BEGIN Input data
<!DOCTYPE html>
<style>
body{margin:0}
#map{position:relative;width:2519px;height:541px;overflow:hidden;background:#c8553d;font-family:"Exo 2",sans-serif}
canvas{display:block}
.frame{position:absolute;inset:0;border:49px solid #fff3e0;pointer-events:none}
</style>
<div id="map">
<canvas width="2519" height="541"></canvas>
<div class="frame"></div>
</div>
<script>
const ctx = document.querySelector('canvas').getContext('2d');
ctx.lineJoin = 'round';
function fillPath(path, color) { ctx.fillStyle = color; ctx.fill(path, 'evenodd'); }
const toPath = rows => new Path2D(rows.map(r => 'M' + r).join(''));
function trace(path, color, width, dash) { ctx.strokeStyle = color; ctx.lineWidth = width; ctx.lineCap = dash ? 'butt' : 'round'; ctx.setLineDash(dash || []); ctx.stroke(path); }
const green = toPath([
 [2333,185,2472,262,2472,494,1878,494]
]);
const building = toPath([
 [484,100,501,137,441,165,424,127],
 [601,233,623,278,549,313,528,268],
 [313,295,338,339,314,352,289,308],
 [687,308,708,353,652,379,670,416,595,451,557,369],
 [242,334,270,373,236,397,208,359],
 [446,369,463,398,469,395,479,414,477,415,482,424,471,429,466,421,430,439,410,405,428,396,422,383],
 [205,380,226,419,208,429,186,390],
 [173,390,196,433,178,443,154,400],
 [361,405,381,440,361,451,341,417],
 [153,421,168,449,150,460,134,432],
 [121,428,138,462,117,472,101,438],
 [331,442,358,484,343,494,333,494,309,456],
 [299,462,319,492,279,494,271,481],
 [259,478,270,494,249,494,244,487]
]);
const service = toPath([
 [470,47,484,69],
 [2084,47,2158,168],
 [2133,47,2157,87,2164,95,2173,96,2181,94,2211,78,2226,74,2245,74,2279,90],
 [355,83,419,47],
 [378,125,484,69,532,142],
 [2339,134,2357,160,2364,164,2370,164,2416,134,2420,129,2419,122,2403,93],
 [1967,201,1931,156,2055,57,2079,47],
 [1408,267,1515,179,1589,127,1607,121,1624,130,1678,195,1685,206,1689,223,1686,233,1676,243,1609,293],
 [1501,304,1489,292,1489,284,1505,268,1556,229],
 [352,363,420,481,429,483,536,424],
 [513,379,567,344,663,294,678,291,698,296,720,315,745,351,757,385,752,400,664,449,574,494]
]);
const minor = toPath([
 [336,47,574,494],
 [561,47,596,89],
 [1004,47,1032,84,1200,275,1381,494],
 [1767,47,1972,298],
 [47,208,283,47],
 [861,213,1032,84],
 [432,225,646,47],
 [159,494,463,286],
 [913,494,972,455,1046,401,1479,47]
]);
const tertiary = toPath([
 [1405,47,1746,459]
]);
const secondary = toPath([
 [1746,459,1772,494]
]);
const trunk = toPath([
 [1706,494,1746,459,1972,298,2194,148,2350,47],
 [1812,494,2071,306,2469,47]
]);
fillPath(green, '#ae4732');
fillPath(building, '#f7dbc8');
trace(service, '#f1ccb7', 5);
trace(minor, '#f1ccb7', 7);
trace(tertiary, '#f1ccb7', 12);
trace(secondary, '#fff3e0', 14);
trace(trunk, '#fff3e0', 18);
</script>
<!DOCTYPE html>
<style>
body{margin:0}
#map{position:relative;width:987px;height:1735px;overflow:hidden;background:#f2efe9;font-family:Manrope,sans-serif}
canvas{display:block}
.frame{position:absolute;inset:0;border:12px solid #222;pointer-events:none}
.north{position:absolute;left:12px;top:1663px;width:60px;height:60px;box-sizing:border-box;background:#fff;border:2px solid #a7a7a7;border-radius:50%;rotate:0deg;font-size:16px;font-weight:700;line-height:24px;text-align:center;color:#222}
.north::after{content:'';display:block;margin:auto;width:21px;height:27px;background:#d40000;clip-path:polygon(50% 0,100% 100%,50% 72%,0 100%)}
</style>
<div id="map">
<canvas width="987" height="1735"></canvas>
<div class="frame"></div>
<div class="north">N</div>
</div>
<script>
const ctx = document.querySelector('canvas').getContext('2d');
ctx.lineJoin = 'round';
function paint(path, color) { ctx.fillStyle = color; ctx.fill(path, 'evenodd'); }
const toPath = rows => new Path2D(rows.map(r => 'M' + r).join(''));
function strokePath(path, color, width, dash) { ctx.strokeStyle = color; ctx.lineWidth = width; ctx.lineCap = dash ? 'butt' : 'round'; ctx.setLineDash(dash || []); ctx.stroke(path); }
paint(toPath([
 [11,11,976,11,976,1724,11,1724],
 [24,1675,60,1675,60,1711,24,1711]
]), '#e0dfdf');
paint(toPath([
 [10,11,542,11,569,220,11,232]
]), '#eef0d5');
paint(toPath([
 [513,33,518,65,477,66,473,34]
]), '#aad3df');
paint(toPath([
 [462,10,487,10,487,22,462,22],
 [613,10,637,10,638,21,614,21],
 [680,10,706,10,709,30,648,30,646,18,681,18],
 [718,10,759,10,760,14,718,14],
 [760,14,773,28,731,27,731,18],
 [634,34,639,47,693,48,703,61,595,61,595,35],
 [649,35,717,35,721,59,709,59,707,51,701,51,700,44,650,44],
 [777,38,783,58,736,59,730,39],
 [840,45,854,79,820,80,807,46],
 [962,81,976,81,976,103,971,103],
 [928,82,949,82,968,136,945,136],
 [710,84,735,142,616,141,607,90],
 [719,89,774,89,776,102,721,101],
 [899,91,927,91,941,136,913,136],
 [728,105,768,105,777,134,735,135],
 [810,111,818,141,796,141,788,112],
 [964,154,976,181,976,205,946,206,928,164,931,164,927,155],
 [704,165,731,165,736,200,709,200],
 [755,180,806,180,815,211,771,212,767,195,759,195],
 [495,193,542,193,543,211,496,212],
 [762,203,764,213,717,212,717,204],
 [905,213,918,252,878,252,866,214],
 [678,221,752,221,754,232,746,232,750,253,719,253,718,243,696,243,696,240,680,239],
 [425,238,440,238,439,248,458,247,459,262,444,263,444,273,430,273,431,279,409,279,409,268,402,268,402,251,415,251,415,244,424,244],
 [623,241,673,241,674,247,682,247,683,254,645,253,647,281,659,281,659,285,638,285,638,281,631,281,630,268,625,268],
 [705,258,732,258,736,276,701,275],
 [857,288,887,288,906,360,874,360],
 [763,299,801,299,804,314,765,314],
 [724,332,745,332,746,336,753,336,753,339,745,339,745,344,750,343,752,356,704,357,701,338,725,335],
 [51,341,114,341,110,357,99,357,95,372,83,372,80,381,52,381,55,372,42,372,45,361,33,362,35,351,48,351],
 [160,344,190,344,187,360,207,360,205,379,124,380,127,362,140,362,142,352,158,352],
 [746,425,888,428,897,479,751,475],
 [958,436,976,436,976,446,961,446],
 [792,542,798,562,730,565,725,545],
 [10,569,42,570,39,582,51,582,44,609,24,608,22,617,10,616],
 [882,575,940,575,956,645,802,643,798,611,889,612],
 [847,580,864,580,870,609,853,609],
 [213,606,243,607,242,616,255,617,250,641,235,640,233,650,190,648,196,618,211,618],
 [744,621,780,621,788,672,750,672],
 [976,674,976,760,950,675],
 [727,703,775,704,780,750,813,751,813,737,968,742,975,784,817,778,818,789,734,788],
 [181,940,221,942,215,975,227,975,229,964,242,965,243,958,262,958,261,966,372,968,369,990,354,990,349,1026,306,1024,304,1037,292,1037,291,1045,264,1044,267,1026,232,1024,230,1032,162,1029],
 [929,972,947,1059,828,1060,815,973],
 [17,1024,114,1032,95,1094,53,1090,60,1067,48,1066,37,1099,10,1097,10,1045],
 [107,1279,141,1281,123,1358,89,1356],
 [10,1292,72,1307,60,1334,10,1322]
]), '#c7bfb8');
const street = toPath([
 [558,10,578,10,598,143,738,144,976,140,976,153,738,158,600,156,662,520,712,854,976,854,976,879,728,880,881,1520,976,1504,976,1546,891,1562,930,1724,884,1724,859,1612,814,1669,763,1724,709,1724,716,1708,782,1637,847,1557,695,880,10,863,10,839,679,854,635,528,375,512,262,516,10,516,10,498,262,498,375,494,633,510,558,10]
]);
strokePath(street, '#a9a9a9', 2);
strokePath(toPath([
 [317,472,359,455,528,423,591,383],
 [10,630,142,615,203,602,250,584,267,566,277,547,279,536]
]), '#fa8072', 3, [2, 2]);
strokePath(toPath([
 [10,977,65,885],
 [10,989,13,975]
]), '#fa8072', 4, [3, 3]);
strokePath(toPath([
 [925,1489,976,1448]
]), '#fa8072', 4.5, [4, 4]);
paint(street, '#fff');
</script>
END Input data
• What this task involves
Could you copy every line in the records that holds "evenodd"?

• Solution to this problem
function fillPath(path, color) { ctx.fillStyle = color; ctx.fill(path, 'evenodd'); }
function paint(path, color) { ctx.fillStyle = color; ctx.fill(path, 'evenodd'); }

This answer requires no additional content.